In this tutorial, we will not demonstrate the Cluster Autoscaler feature for node autoscaling. However, in real-world scenarios, enabling both Cluster Autoscaler and Pod Autoscaling can significantly reduce cloud costs. Using KEDA, we can scale down pods when they are not needed, prompting the Cluster Autoscaler to remove the corresponding nodes, thereby optimizing resource usage and costs.

What is KEDA?

KEDA (Kubernetes-based Event Driven Autoscaler) is a Kubernetes component that drives the scaling of containers based on event-driven processing needs. KEDA handles triggers that respond to events in other services and scales workloads accordingly.

KEDA is a single-purpose, lightweight component that can be integrated into any Kubernetes cluster. It works alongside standard Kubernetes components like the Horizontal Pod Autoscaler, extending their functionality without duplication. With KEDA, we can specifically map which applications should scale while others continue to operate normally. This makes KEDA a flexible and safe option to run alongside any Kubernetes applications or frameworks.

Scalers

KEDA includes a variety of scalers that can detect when a deployment should be activated or deactivated, feeding custom metrics based on specific event sources.

ScaledObject

ScaledObject is deployed as a Kubernetes Custom Resource Definition (CRD). It defines how KEDA should scale an application and specifies the triggers to use.

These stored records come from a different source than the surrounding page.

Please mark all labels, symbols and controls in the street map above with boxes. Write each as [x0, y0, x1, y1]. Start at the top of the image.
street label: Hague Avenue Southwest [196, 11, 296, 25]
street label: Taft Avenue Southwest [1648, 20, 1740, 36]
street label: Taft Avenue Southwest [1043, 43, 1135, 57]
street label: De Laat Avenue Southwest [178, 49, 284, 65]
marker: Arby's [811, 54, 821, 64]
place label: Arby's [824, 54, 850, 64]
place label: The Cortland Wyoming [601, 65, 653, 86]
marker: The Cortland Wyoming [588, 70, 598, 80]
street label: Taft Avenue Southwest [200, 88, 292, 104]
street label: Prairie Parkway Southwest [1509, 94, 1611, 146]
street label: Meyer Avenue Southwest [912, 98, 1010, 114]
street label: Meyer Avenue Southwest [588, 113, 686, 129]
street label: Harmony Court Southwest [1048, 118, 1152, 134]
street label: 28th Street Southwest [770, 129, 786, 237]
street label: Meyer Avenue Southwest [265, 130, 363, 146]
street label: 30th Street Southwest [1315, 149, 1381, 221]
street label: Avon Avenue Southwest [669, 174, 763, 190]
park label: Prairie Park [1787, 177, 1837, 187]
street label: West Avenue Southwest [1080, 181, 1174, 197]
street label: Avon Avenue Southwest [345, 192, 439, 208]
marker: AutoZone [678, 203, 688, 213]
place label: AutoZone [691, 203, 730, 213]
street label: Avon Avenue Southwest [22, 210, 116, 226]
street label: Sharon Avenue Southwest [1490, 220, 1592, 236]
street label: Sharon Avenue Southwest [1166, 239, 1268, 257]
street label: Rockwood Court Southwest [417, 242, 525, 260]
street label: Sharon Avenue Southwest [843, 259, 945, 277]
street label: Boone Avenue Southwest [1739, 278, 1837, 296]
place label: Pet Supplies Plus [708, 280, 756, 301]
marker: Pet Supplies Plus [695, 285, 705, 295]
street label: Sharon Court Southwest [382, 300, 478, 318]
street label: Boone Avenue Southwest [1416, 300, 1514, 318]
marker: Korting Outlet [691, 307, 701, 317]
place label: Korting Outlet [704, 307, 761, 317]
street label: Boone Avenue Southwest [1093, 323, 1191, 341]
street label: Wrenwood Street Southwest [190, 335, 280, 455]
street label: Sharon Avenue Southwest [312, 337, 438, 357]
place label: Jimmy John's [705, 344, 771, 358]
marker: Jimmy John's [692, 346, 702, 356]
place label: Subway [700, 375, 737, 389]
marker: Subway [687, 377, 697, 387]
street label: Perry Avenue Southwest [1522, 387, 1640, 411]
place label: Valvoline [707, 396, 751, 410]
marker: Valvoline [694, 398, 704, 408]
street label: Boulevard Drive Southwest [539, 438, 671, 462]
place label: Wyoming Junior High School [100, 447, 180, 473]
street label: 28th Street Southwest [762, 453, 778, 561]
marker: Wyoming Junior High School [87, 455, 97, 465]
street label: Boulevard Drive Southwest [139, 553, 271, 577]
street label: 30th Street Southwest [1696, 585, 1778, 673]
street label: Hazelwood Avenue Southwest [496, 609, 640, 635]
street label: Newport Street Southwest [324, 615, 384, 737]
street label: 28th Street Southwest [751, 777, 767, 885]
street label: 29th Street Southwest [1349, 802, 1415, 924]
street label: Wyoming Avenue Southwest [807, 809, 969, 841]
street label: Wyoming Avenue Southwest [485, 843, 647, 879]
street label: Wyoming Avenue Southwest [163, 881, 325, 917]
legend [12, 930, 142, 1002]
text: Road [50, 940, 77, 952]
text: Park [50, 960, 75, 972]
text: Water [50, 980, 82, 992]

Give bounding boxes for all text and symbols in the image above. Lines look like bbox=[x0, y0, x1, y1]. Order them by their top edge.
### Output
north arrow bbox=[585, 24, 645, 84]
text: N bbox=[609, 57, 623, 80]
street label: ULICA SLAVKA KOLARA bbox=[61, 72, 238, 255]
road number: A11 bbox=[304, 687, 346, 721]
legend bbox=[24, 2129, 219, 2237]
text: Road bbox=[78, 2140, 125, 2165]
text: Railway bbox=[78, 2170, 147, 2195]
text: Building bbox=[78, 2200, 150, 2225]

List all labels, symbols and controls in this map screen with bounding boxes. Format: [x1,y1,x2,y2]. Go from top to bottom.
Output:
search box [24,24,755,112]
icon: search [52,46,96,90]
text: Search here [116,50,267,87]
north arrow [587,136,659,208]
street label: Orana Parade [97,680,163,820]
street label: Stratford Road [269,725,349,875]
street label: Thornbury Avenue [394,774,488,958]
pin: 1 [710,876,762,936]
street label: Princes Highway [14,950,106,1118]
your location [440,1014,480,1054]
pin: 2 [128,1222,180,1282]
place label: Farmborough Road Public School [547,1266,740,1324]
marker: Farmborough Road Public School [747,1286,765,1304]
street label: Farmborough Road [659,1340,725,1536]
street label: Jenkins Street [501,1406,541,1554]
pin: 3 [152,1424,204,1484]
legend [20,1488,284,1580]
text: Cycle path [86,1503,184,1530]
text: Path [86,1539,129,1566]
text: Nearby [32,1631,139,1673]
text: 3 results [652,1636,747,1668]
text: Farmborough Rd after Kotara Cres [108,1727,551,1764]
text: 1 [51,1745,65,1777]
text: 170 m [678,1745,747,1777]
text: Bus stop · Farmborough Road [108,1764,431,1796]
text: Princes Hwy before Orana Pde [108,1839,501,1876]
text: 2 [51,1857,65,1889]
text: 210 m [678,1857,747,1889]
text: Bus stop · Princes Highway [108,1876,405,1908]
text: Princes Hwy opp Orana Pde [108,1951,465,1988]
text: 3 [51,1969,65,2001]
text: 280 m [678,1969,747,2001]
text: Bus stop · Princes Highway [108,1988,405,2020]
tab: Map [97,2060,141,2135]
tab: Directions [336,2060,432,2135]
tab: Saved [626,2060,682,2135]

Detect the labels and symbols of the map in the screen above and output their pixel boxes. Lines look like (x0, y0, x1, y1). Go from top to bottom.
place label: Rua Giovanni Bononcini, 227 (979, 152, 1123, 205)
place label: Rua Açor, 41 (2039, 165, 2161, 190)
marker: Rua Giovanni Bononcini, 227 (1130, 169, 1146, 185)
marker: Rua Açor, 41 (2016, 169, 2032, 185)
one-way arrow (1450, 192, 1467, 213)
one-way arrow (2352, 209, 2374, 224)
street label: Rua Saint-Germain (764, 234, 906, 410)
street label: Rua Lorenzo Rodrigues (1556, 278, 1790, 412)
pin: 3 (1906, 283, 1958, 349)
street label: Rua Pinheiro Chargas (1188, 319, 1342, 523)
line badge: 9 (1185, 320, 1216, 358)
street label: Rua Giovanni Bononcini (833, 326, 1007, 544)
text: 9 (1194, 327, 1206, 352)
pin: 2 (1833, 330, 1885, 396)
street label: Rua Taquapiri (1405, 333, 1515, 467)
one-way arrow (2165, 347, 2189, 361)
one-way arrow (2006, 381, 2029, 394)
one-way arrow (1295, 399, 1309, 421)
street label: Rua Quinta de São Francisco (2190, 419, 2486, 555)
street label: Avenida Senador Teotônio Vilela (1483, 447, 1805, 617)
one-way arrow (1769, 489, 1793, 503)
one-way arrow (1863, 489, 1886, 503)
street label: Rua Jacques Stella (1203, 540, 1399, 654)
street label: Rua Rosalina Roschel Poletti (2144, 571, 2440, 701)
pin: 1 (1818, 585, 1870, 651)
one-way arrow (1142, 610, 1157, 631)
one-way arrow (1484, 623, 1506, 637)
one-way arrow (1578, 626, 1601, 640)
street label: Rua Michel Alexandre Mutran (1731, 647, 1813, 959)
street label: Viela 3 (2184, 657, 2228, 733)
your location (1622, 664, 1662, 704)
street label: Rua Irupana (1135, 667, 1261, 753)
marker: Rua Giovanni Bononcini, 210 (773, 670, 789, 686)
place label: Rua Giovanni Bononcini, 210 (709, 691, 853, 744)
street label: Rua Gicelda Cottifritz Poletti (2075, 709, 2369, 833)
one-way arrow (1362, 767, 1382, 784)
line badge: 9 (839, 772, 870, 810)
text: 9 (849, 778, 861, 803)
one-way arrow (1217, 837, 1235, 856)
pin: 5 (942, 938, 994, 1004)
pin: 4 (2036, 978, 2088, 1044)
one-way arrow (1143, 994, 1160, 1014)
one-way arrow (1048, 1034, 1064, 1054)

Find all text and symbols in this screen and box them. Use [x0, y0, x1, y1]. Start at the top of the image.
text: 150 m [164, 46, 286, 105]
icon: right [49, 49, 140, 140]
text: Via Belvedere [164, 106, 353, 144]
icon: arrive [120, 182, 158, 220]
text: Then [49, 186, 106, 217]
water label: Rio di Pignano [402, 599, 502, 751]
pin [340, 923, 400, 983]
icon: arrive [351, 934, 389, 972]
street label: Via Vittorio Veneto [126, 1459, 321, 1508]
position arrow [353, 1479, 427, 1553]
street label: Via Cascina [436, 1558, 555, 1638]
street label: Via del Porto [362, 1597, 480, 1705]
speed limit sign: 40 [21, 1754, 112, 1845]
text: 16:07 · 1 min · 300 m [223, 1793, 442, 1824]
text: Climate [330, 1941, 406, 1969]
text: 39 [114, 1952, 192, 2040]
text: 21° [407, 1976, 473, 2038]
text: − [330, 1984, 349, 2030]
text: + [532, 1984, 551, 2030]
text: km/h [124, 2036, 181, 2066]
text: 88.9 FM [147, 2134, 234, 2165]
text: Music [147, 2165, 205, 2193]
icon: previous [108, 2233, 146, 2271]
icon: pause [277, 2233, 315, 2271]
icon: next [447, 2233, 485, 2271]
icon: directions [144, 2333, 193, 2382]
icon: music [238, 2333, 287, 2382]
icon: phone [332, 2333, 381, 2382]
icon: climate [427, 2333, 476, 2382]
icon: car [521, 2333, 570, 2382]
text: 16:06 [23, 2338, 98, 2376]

Leveraging KEDA for Autoscaling

In this tutorial, we will explore how to use KEDA to autoscale microservices deployed as containers or pods in a Kubernetes cluster, based on the following events:

External event or trigger
HTTP event

While the example used here is simple, it effectively demonstrates KEDA's capabilities. We will explore some of the scalers supported by KEDA through the following steps:

Installing KEDA
Deploying a sample application
Deploying a KEDA Event Scaler
Testing autoscaling with the Event Scaler
Deploying an HTTP Scaler
Testing autoscaling with the HTTP Scaler

Prerequisites

Kubernetes Cluster: A running Kubernetes cluster. If not available, follow instructions to set up a Kubernetes cluster.
kubectl: Refer to the "Install and Set Up kubectl" page for details on installing kubectl.
Helm: Helm will be used to deploy KEDA. Refer to the Helm installation guide.

1. Installing KEDA

Below are the various options which can be used to install KEDA on Kubernetes Cluster.

Here, we will use Helm Chart to deploy KEDA.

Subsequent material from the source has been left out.